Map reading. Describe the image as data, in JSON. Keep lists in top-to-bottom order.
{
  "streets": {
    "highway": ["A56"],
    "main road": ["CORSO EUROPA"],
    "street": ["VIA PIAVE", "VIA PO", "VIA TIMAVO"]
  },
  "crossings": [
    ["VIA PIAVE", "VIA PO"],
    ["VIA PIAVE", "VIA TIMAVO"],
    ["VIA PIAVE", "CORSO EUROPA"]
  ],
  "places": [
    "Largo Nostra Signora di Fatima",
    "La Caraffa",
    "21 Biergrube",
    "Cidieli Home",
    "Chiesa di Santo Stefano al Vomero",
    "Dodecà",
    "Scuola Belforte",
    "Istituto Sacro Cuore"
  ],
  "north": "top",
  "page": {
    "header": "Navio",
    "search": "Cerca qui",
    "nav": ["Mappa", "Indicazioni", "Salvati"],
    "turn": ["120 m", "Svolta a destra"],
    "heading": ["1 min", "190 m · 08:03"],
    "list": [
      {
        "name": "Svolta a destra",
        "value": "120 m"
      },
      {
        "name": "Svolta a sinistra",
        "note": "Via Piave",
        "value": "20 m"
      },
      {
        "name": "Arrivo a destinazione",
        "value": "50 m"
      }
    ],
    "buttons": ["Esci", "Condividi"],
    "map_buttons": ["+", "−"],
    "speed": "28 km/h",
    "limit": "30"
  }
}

========

- Work instruction: Each line of the data is to be retyped exactly as shown.

- Solution to this exercise:
Map reading. Describe the image as data, in JSON. Keep lists in top-to-bottom order.
{
  "streets": {
    "highway": ["A56"],
    "main road": ["CORSO EUROPA"],
    "street": ["VIA PIAVE", "VIA PO", "VIA TIMAVO"]
  },
  "crossings": [
    ["VIA PIAVE", "VIA PO"],
    ["VIA PIAVE", "VIA TIMAVO"],
    ["VIA PIAVE", "CORSO EUROPA"]
  ],
  "places": [
    "Largo Nostra Signora di Fatima",
    "La Caraffa",
    "21 Biergrube",
    "Cidieli Home",
    "Chiesa di Santo Stefano al Vomero",
    "Dodecà",
    "Scuola Belforte",
    "Istituto Sacro Cuore"
  ],
  "north": "top",
  "page": {
    "header": "Navio",
    "search": "Cerca qui",
    "nav": ["Mappa", "Indicazioni", "Salvati"],
    "turn": ["120 m", "Svolta a destra"],
    "heading": ["1 min", "190 m · 08:03"],
    "list": [
      {
        "name": "Svolta a destra",
        "value": "120 m"
      },
      {
        "name": "Svolta a sinistra",
        "note": "Via Piave",
        "value": "20 m"
      },
      {
        "name": "Arrivo a destinazione",
        "value": "50 m"
      }
    ],
    "buttons": ["Esci", "Condividi"],
    "map_buttons": ["+", "−"],
    "speed": "28 km/h",
    "limit": "30"
  }
}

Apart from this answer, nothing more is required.